Sabemos muy bien que el tema de la fugacidad de la vida es una constante prioritaria del Barroco. Tanto Góngora como Quevedo escribieron sonetos admirables sobre lo poco que dura la vida humana y cómo huye por las callejas últimas de los almanaques, repitiendo a modo de eco, el tempus fugit de Virgilio.
Este escalofrío se acentúa cuando entramos en el mundo literario y artístico y observamos —a veces, sin querer— cómo hay escritores y poetas que no caen en la cuenta de esa premisa existencial que debiera poner un orden de preferencias en sus vidas y volverlas, como veletas fijas, hacia una cierta espiritualidad; quiero decir hacia un estado de ánimo sereno y relativamente feliz limitando sus aspiraciones como nos enseña la ”Espístola moral a Fabio” del capitán sevillano, fallecido en México en 1648, Andrés Fernández de Andrade o Andrada.
Se me ocurre pensar que esos individuos tienen su espíritu (considerando el espíritu como el estrato superior de nuestro espectro humano, capacitado para intuir, si no para ver, lo esencial de la vida, su destino y finalidad) sumergido en un intelecto alienado por las cosas del día, el hambre desordenada de fama y gajes económicos.
Es triste ver cómo se hunden en una miseria moral de cuyo barro no sacan oro sino sino mala conciencia, a la larga, de sí mismos.

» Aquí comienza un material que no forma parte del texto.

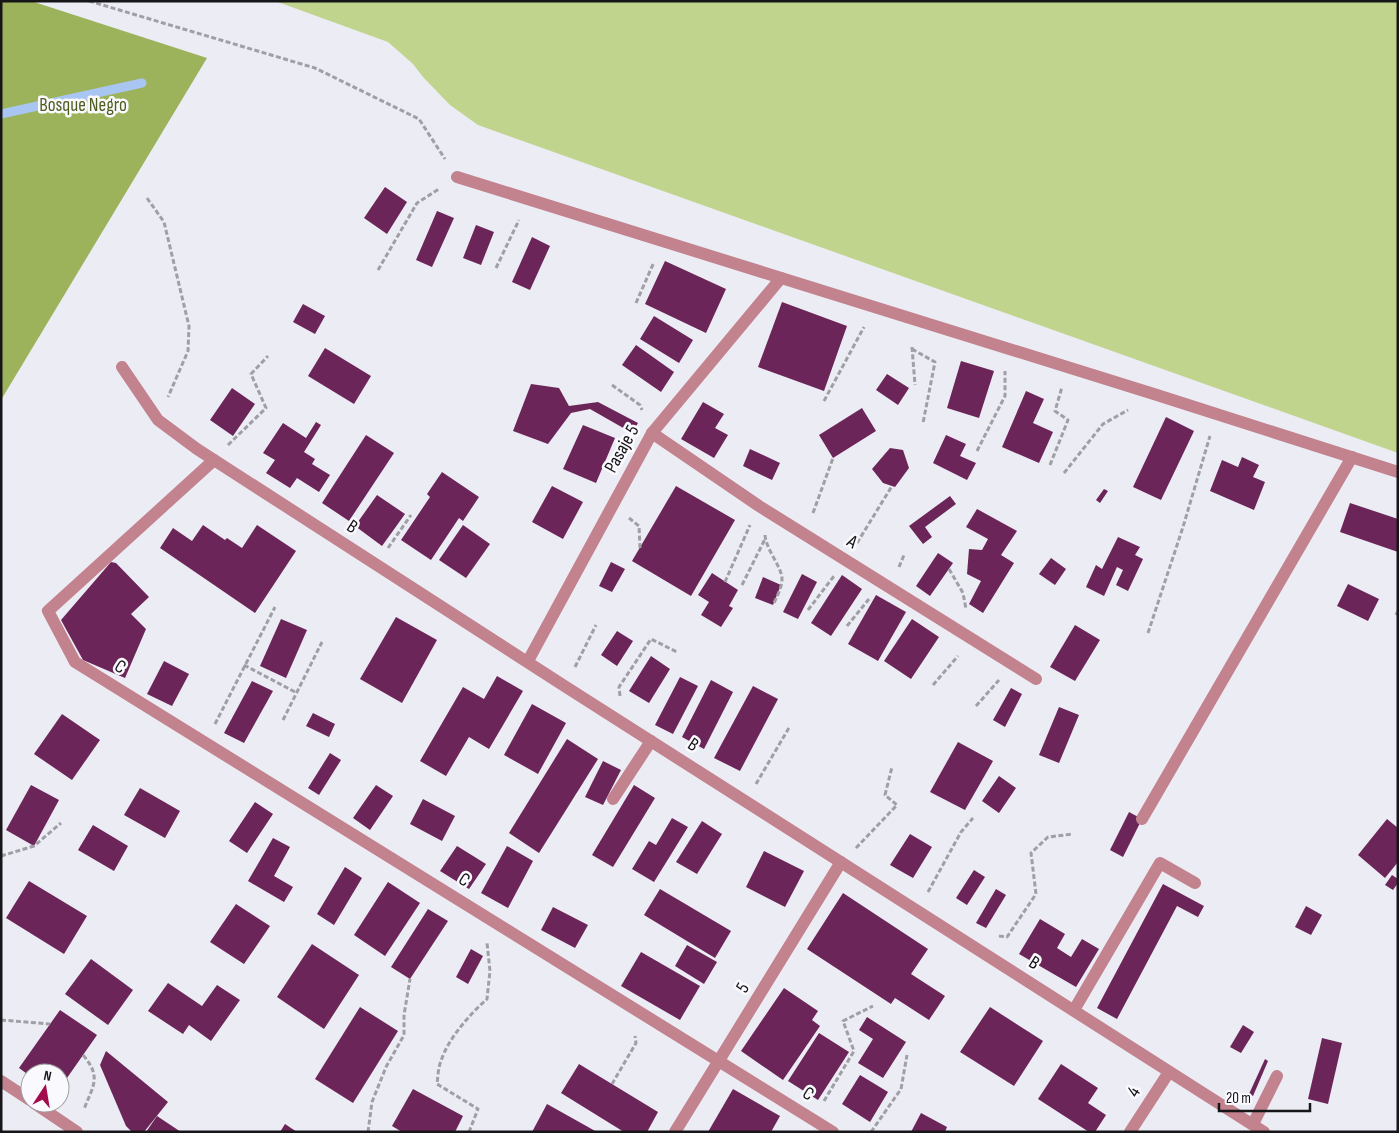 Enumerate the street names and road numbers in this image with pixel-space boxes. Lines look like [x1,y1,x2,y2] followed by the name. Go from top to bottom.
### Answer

He conocido también a otros que han dominado este caballo sin bridas que es el anhelo de fama y/o reconocimiento local como si ello fuese el mejor alimento de su interés de ciudadanos y padres de familia. Son voluntades que han subido con su voluntad hasta el mástil de su espíritu y desde su cofa avistan el puerto de la vida humana: finitud e incógnita de lo que venga detrás. Gente, en fin, no llena de lo más mediocre de ella misma, ni devanadora de su ovillo de ambiciones, sino de preguntas a la existencia, almas alertas a las más nobles inquietudes que nos avisan desde lo inevitable trascendente; imposible, pues, huir de esa cuestión si se es responsable de la propia conciencia. Sólo “los que duermen”, como diría Heráclito, están, desgraciadamente para ellos, de espaldas a lo auténtico, prisioneros delante de un espejo donde se miran continuamente sus ficciones de genios felicitándose por el premio obtenido recientemente o por el artículo tan bonito —les dicen sus amigos— aparecido en el diario provincial.